Torres stayed in Shor's for a while, sitting at a long table in the back room, and then he got up to go to a party in Spanish Harlem, and he saw Olson sitting across the room. "What should I say to him?" José asked. "He was my idol. I feel like I ought to say something to him, but I wouldn't be telling the truth if I told him I was sorry I beat him." Somebody suggested that José wait until his friends were outside and then go back alone and tell Olson good luck and that he is a good man. José did it and then came out of Shor's and got into Cain Young's Cadillac again. "I told him," said José. "And he told me I have fast hands."

At the Club Caborrojeno, at 145th Street and Broadway, it was like any other Friday night. The big dance floor upstairs was packed, and there were violet lights on the pillars and the band was loud.
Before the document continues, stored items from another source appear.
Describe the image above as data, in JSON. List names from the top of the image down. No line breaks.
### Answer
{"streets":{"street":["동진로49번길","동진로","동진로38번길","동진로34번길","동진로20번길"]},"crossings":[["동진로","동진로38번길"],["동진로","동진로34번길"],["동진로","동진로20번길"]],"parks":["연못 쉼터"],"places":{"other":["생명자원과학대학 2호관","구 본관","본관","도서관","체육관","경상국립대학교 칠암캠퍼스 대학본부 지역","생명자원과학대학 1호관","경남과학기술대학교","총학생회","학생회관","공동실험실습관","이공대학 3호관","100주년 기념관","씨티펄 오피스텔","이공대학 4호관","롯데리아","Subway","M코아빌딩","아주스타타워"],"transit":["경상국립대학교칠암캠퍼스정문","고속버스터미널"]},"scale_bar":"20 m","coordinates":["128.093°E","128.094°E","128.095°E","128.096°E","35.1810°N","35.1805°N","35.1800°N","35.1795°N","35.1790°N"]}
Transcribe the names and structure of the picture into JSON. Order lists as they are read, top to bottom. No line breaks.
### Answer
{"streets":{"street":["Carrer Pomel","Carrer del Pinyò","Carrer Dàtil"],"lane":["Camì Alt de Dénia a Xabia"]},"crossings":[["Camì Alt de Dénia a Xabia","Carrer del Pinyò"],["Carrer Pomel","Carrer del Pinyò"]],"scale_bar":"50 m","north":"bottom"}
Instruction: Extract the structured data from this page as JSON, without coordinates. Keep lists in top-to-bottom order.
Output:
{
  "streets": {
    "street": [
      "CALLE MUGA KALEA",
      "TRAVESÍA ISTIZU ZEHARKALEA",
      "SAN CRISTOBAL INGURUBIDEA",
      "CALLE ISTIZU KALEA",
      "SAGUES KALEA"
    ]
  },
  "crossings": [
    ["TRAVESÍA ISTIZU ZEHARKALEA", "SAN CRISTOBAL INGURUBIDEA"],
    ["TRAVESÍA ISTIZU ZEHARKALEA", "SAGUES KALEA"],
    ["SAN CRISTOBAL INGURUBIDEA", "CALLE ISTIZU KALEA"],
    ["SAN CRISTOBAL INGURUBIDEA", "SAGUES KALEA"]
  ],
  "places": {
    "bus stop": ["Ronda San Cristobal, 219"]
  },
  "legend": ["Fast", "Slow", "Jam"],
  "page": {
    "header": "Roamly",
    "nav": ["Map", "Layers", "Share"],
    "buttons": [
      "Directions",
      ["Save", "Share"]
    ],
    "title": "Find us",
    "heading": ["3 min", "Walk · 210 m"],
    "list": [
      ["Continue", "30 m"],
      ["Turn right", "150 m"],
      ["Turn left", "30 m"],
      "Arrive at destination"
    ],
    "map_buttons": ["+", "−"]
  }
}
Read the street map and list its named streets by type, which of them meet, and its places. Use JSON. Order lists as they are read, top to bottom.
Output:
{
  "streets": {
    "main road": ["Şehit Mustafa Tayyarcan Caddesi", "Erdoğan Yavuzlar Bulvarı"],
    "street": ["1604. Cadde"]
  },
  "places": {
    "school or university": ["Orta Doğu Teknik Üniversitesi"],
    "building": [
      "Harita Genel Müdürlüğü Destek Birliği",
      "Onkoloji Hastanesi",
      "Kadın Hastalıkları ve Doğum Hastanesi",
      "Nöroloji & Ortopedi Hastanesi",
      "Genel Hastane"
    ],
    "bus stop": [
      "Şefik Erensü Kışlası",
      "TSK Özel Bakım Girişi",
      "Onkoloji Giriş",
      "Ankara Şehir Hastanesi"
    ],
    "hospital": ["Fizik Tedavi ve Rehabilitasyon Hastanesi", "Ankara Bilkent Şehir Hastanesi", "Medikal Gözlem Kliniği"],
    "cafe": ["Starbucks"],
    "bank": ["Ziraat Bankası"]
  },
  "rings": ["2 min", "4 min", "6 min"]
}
They grabbed José and took him up to the stage, and the master of ceremonies demanded silence. A few years ago he would have got it. But Friday night only 50 or so people came over in front of the bandstand to applaud José Torres. Hundreds of others stayed at their tables or stood back on the dance floor in the murky, smoky ballroom and talked and waited impatiently for the music to commence again.

"My son," said Andres Torres, José's father, who had come from Ponce, P.R. for the fight, "he should be the champion already. The people should be listening to him like they did in the old days. They will. You will see. He will be the light heavyweight champion. Cus D'Amato, he is a man with a good heart. But he did not let my son fight enough, and it has taken us a very long time to get this far, and we still do not have the championship yet."

José's chance may be at hand, however. Last week Light Heavyweight Champion Willie Pastrano promised a title bout for the winner of the Torres-Olson fight.

"José has class," Cain Young said. "You could see he has class. I think maybe I wish José could have fought Olson a little longer so everybody could see how much class José has."

"No, no," said José. "One round is long enough to fight."


Demonstrating his peekaboo posture. Torres, with brother Andres Jr., exults after surprisingly swift knockout of Light Heavyweight Olson.